(EXTRACTED INFORMATION begins)

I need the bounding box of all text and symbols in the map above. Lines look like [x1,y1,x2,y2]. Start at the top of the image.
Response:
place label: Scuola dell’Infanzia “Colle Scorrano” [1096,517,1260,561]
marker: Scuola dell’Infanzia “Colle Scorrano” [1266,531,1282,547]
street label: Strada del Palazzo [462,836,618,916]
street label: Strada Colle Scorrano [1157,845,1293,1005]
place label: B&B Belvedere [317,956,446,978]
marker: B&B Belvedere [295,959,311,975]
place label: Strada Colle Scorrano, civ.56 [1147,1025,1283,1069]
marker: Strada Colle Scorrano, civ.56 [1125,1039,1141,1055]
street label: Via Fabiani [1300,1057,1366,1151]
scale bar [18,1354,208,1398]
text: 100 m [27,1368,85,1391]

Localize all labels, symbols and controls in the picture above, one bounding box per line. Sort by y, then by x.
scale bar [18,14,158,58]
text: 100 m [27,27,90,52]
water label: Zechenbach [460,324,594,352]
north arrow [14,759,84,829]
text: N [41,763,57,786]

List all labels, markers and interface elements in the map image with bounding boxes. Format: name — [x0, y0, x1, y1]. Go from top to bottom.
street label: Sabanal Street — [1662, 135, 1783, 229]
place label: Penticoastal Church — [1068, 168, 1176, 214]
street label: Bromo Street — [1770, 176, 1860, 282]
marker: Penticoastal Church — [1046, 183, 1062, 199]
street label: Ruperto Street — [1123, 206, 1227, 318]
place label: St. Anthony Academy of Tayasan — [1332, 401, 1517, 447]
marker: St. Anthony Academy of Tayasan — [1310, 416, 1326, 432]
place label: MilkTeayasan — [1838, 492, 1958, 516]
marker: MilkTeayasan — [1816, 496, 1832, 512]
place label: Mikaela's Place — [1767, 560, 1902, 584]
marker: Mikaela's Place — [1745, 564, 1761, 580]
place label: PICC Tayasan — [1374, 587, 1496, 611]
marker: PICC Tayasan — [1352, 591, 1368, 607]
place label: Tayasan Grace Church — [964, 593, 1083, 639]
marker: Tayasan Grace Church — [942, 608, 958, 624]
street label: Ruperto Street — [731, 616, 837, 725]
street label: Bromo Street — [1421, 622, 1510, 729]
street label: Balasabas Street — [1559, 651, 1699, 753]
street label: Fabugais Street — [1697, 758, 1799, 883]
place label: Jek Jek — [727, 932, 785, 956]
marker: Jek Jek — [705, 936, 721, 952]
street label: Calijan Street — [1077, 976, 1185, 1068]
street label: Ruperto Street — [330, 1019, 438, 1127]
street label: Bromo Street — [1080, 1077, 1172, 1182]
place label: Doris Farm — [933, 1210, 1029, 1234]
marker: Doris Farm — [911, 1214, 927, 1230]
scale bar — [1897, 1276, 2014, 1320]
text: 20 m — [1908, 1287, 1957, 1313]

(EXTRACTED INFORMATION ends)

TASK GOAL: Copy every record exactly as presented.

TASK OUTPUT:
I need the bounding box of all text and symbols in the map above. Lines look like [x1,y1,x2,y2]. Start at the top of the image.
Response:
place label: Scuola dell’Infanzia “Colle Scorrano” [1096,517,1260,561]
marker: Scuola dell’Infanzia “Colle Scorrano” [1266,531,1282,547]
street label: Strada del Palazzo [462,836,618,916]
street label: Strada Colle Scorrano [1157,845,1293,1005]
place label: B&B Belvedere [317,956,446,978]
marker: B&B Belvedere [295,959,311,975]
place label: Strada Colle Scorrano, civ.56 [1147,1025,1283,1069]
marker: Strada Colle Scorrano, civ.56 [1125,1039,1141,1055]
street label: Via Fabiani [1300,1057,1366,1151]
scale bar [18,1354,208,1398]
text: 100 m [27,1368,85,1391]

Localize all labels, symbols and controls in the picture above, one bounding box per line. Sort by y, then by x.
scale bar [18,14,158,58]
text: 100 m [27,27,90,52]
water label: Zechenbach [460,324,594,352]
north arrow [14,759,84,829]
text: N [41,763,57,786]

List all labels, markers and interface elements in the map image with bounding boxes. Format: name — [x0, y0, x1, y1]. Go from top to bottom.
street label: Sabanal Street — [1662, 135, 1783, 229]
place label: Penticoastal Church — [1068, 168, 1176, 214]
street label: Bromo Street — [1770, 176, 1860, 282]
marker: Penticoastal Church — [1046, 183, 1062, 199]
street label: Ruperto Street — [1123, 206, 1227, 318]
place label: St. Anthony Academy of Tayasan — [1332, 401, 1517, 447]
marker: St. Anthony Academy of Tayasan — [1310, 416, 1326, 432]
place label: MilkTeayasan — [1838, 492, 1958, 516]
marker: MilkTeayasan — [1816, 496, 1832, 512]
place label: Mikaela's Place — [1767, 560, 1902, 584]
marker: Mikaela's Place — [1745, 564, 1761, 580]
place label: PICC Tayasan — [1374, 587, 1496, 611]
marker: PICC Tayasan — [1352, 591, 1368, 607]
place label: Tayasan Grace Church — [964, 593, 1083, 639]
marker: Tayasan Grace Church — [942, 608, 958, 624]
street label: Ruperto Street — [731, 616, 837, 725]
street label: Bromo Street — [1421, 622, 1510, 729]
street label: Balasabas Street — [1559, 651, 1699, 753]
street label: Fabugais Street — [1697, 758, 1799, 883]
place label: Jek Jek — [727, 932, 785, 956]
marker: Jek Jek — [705, 936, 721, 952]
street label: Calijan Street — [1077, 976, 1185, 1068]
street label: Ruperto Street — [330, 1019, 438, 1127]
street label: Bromo Street — [1080, 1077, 1172, 1182]
place label: Doris Farm — [933, 1210, 1029, 1234]
marker: Doris Farm — [911, 1214, 927, 1230]
scale bar — [1897, 1276, 2014, 1320]
text: 20 m — [1908, 1287, 1957, 1313]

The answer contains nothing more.